**WHAT THE TASK ASKS**
Filter the records, keeping every line that has the string "index".

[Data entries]

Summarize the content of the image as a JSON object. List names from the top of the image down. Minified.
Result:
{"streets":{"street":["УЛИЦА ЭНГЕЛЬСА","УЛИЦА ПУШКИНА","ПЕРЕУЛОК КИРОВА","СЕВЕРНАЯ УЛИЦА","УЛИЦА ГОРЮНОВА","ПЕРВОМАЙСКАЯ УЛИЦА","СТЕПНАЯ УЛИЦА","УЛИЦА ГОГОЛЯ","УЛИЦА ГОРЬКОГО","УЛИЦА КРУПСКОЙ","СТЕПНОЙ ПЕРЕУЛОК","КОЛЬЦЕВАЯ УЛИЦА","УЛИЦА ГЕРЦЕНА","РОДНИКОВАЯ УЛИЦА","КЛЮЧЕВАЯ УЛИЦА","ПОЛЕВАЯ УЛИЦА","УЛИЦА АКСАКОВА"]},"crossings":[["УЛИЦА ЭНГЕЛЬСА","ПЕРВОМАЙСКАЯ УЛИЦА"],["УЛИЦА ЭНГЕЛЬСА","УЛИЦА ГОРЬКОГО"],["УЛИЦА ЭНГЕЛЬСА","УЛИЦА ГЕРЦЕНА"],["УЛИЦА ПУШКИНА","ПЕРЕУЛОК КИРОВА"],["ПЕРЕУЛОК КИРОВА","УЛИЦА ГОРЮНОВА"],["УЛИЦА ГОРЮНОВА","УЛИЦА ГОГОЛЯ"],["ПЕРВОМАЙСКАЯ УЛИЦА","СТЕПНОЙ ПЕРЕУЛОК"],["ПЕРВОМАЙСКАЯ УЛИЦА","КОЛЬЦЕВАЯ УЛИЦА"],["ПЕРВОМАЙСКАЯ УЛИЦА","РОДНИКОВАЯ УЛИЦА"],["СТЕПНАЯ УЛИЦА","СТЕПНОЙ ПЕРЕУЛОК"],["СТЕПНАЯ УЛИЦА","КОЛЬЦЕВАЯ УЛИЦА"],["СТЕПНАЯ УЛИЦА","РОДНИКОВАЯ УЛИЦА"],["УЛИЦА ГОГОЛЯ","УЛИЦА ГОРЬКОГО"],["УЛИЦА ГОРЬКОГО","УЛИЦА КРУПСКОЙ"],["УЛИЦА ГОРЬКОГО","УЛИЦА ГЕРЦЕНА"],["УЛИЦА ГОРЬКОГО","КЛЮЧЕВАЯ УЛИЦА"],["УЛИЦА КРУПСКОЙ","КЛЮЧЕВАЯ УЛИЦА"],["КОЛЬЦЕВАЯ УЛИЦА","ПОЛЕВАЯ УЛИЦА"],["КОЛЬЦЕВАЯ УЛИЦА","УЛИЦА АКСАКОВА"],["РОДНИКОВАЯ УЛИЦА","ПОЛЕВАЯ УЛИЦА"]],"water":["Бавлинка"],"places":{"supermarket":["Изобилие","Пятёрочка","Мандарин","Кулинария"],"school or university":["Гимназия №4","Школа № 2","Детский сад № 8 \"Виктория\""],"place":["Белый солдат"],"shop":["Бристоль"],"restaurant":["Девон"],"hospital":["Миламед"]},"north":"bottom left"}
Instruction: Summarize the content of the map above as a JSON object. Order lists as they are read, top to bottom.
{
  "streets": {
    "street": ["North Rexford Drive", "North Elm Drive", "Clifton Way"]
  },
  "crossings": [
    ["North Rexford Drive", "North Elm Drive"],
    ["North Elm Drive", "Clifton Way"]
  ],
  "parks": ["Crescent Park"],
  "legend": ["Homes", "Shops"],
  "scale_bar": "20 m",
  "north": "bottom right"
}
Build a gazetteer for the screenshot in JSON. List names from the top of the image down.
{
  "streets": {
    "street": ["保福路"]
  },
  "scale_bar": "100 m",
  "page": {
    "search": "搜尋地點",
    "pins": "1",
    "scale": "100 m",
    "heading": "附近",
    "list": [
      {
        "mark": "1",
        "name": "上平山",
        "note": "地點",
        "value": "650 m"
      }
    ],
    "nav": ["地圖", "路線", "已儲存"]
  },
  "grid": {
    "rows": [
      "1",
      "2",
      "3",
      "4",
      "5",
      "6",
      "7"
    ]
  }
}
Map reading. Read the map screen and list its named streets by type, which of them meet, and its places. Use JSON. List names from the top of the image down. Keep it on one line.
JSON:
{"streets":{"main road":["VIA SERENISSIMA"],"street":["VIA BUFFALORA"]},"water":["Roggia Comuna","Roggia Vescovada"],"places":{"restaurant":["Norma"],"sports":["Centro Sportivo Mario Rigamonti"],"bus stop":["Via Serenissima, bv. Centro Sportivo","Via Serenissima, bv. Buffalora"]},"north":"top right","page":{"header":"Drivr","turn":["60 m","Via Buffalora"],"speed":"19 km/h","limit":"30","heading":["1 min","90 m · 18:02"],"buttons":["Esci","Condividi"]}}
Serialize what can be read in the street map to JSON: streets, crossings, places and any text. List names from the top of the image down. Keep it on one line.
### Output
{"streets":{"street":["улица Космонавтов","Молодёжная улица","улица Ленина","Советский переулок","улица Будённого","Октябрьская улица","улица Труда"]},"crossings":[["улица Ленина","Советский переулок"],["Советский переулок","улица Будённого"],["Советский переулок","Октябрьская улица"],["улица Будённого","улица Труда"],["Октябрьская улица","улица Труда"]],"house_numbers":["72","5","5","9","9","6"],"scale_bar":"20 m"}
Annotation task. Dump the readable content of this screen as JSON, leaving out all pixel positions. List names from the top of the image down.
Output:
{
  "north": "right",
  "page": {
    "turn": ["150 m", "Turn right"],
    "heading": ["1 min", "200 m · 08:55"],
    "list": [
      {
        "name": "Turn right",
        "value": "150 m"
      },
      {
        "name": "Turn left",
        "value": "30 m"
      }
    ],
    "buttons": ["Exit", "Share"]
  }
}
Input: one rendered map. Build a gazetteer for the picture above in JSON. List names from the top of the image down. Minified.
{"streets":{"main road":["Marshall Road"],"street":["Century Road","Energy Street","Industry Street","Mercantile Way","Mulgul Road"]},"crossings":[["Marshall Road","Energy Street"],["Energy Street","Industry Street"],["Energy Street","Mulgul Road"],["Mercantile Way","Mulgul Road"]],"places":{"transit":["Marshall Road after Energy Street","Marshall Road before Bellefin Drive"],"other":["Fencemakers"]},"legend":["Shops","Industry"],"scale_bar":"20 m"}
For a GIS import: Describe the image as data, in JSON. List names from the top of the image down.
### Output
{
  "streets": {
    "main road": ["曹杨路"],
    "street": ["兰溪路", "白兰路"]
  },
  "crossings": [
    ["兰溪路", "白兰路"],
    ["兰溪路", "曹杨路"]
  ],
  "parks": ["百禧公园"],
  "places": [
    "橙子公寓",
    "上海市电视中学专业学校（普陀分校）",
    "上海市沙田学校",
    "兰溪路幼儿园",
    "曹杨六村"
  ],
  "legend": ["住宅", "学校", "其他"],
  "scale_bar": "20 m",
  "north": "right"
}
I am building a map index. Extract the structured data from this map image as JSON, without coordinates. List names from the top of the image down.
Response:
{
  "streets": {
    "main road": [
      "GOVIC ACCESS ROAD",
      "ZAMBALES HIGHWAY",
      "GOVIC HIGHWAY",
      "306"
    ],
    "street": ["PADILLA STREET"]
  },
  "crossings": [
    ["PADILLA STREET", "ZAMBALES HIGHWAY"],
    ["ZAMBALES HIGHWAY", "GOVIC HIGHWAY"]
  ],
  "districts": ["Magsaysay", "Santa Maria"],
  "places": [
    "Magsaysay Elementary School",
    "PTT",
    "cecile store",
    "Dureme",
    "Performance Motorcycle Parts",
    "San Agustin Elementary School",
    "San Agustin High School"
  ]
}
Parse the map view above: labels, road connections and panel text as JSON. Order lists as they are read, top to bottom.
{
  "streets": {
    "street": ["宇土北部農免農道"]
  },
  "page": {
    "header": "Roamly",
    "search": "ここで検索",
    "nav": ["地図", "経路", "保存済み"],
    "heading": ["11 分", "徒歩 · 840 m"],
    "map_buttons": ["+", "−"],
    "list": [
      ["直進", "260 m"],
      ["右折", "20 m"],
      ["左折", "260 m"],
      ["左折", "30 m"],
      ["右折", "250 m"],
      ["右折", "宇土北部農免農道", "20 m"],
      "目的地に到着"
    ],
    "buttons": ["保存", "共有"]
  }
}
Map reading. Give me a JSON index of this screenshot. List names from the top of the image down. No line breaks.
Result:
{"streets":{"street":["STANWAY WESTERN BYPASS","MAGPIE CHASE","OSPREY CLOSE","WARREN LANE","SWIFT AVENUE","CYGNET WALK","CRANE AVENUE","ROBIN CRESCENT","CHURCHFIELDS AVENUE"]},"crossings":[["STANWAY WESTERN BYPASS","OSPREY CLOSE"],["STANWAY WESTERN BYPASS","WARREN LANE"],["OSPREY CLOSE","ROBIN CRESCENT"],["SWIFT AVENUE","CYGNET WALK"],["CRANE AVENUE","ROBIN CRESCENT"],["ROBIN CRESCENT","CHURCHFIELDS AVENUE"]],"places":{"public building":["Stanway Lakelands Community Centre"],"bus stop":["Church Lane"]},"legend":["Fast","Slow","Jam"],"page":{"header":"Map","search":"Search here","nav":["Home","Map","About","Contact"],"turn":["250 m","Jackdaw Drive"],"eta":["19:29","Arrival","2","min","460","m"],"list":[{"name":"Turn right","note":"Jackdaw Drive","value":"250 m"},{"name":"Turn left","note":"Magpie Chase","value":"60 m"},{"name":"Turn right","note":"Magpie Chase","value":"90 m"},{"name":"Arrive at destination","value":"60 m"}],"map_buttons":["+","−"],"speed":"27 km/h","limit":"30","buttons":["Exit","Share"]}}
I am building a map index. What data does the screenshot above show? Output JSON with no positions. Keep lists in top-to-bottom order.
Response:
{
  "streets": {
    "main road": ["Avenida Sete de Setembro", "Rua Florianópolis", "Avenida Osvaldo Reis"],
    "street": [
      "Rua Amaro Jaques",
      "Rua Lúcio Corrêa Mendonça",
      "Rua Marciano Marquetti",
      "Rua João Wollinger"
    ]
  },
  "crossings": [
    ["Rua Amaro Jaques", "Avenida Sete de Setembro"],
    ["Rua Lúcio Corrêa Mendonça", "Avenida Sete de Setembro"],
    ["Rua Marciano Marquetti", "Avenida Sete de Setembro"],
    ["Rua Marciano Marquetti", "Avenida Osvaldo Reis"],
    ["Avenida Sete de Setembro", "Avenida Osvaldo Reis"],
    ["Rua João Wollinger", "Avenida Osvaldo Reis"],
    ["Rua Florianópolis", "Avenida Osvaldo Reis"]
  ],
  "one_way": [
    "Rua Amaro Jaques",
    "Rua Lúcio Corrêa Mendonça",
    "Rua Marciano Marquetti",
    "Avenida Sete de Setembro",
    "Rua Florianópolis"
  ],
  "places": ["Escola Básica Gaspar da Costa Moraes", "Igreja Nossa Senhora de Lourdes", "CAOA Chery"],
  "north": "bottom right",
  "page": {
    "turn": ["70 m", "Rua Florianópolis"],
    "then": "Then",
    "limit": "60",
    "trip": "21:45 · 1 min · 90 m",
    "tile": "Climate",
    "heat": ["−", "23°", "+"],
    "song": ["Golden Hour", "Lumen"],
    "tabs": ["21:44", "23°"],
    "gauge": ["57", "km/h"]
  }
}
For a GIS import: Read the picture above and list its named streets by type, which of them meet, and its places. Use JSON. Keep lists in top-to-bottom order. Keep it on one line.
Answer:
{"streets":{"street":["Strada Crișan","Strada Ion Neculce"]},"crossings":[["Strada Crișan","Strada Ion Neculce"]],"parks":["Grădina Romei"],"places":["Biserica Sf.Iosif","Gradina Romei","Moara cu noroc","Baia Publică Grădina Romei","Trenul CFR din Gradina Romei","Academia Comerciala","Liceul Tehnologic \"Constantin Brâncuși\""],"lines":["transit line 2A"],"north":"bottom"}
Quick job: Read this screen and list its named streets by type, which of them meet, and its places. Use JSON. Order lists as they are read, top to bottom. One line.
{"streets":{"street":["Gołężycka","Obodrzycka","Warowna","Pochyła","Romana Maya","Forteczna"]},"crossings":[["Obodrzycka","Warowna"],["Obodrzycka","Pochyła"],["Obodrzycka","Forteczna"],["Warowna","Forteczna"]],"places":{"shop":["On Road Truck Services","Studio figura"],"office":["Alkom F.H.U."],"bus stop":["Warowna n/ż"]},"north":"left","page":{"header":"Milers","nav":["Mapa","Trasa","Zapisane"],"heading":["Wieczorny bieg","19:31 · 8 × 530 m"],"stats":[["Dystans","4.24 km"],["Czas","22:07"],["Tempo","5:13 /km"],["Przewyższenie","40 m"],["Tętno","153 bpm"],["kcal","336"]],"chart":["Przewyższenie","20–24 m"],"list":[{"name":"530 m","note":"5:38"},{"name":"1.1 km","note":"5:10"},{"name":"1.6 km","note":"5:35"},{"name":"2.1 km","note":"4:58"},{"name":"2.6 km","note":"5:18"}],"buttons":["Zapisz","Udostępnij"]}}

**ANSWER**
I am building a map index. Extract the structured data from this map image as JSON, without coordinates. List names from the top of the image down.
Map reading. Give me a JSON index of this screenshot. List names from the top of the image down. No line breaks.
I am building a map index. What data does the screenshot above show? Output JSON with no positions. Keep lists in top-to-bottom order.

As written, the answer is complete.